8. At the trial, the Respondent, being the Claimant in the primary suit, adopted his filed witness statement as his testimony. He also produced in evidence the documents referred in paragraph 3 of this Judgment. The Respondent further testified that he did not receive house allowance but NSSF and NHIF were deducted, that he worked from 5. 00 am to 6. 00 pm and overtime was not paid, that he did not take annual leave and was not paid in lieu.
9. The Respondent further testified that on 29th July, 2020, he went to work at 5. 00 am and took over his duty. That he noticed that something had been stolen. That he alerted the incharge and requested that he conveys the same to the supervisor. That the supervisor visited, and that the following day the head guard and the Respondent’s Branch Manager visited and the Respondent was told that he was not in employment. That he was given a show cause letter the following day.
10. The Respondent further testified that at the disciplinary hearing, he was given no chance to defend himself and that he was coerced to accept liability for the theft, and that his colleague who had accompanied him to the hearing was blocked from the proceedings. That termination followed thereafter. That he was initially terminated verbally and the dismissal letter was given later. That the Respondent was not informed of his right of appeal. That his payslips reflected payment of house allowance, but which was too little. That holiday pay and leave were also reflected.
11. The Appellant called one witness, Elijah Cheruiyot (RW-1), who adopted his filed witness statement as his testimony and produced in evidence the Appellant’s documents referred to in paragraph 7 of this Judgment. Cross-examined, RW-1 testified:a.that he visited the place of the theft after a report on theft was filed, that no report was made to the police and no criminal charges were preferred against the Respondent.b.that he (RW-1) signed the Respondent’s show cause and disciplinary hearing letters, and was also the chairman of the disciplinary (committee) session.c.that the Respondent worked from 2015 to 2020, and that he took leave or was paid in lieu during that period.d.that the Respondent’s salary was consolidated and included house allowance.e.that the Respondent did not avail a witness during the disciplinary hearing.
12. The trial court delivered its Judgment on 30th June, 2023, making a finding that the Appellant had acted lawfully in dismissing the Respondent summarily on account of negligence which amounted to gross misconduct. The Court, however, entered Judgment in favour of the Respondent as follows:-a.Underpayment …………………… Kshs.164,952/=.b.Public holidays …………………… Kshs.73,333. 30/=.c.House allowance ………………… Kshs.17,535. 56/=.d.Costs of the suit.e.Interest at 14% from the date of filing suit.

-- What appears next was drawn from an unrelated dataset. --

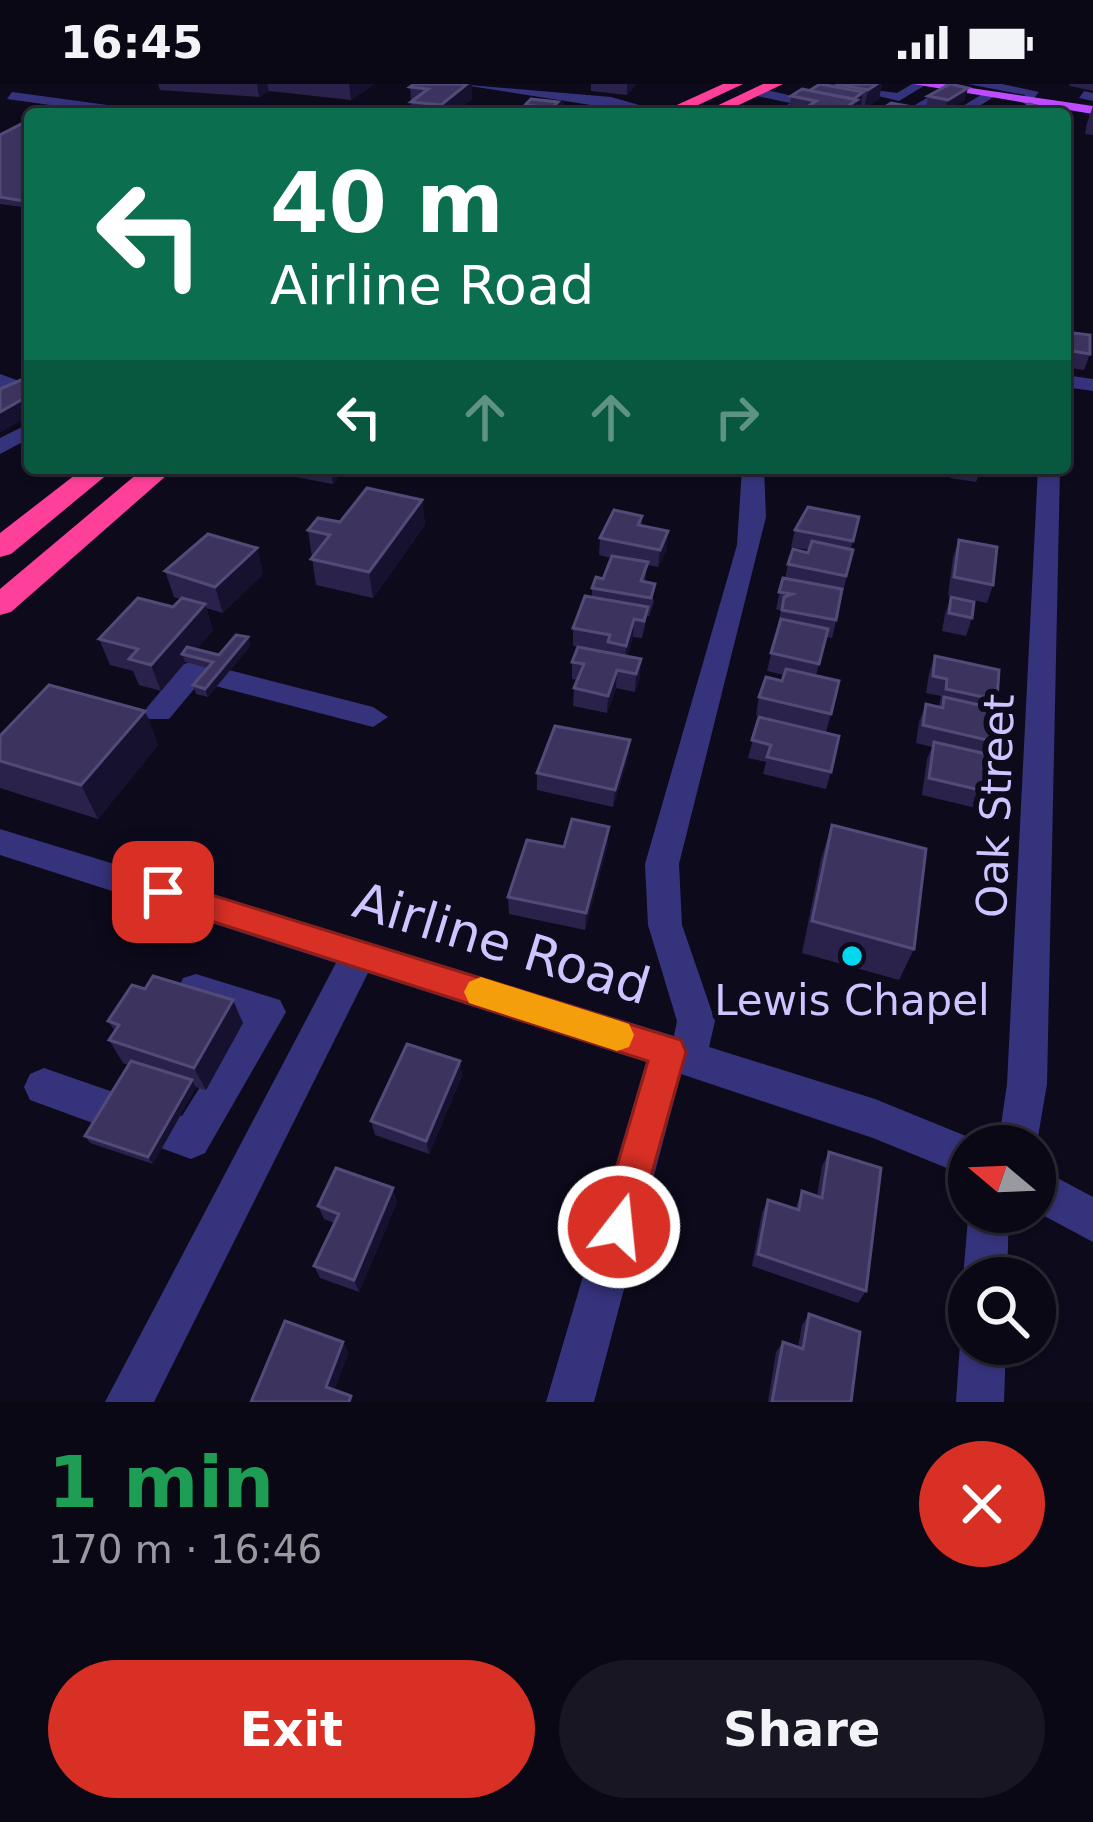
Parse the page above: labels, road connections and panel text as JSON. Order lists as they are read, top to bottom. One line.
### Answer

13. Aggrieved by the said Judgment, the Appellant preferred the present appeal and set forth the following grounds of appeal:-a.The learned Magistrate erred in law and fact in failing to appreciate and [to] apply the concept of continuing injury which completely barred the claims for underpayment, house allowance and public holiday pay, save for the claims relating to the Respondent’s last year of employment.b.The learned Magistrate erred in law and fact by holding that the Respondent had established a case to warrant payment of holiday pay.c.The learned Magistrate erred in law and fact by holding that the Respondent had established a case to warrant payment of house allowance.d.The learned Magistrate erred in law and fact by holding that the Respondent had established a case to warrant payment of underpayments.e.The learned Magistrate erred in law and in fact in failing to give weight to, to fathom or to consider the Appellant’s written submissions and authorities.f.The learned Magistrate erred in law and in fact in holding that the Respondent’s constant monthly basic pay was Kshs.6,970/= and a house allowance of Kshs.1,045/= [and] yet the evidence before him clearly showed that he was earning a basic pay of Kshs.15,111. 94 and a house allowance of Kshs.2,271. 29 at the time of termination, hence it was erroneous to base underpayment on Kshs.6,970/= and Kshs.1,045/=, which led to unsound conclusions.g.The learned Magistrate erred in law and in fact in awarding costs and interest to the Respondent.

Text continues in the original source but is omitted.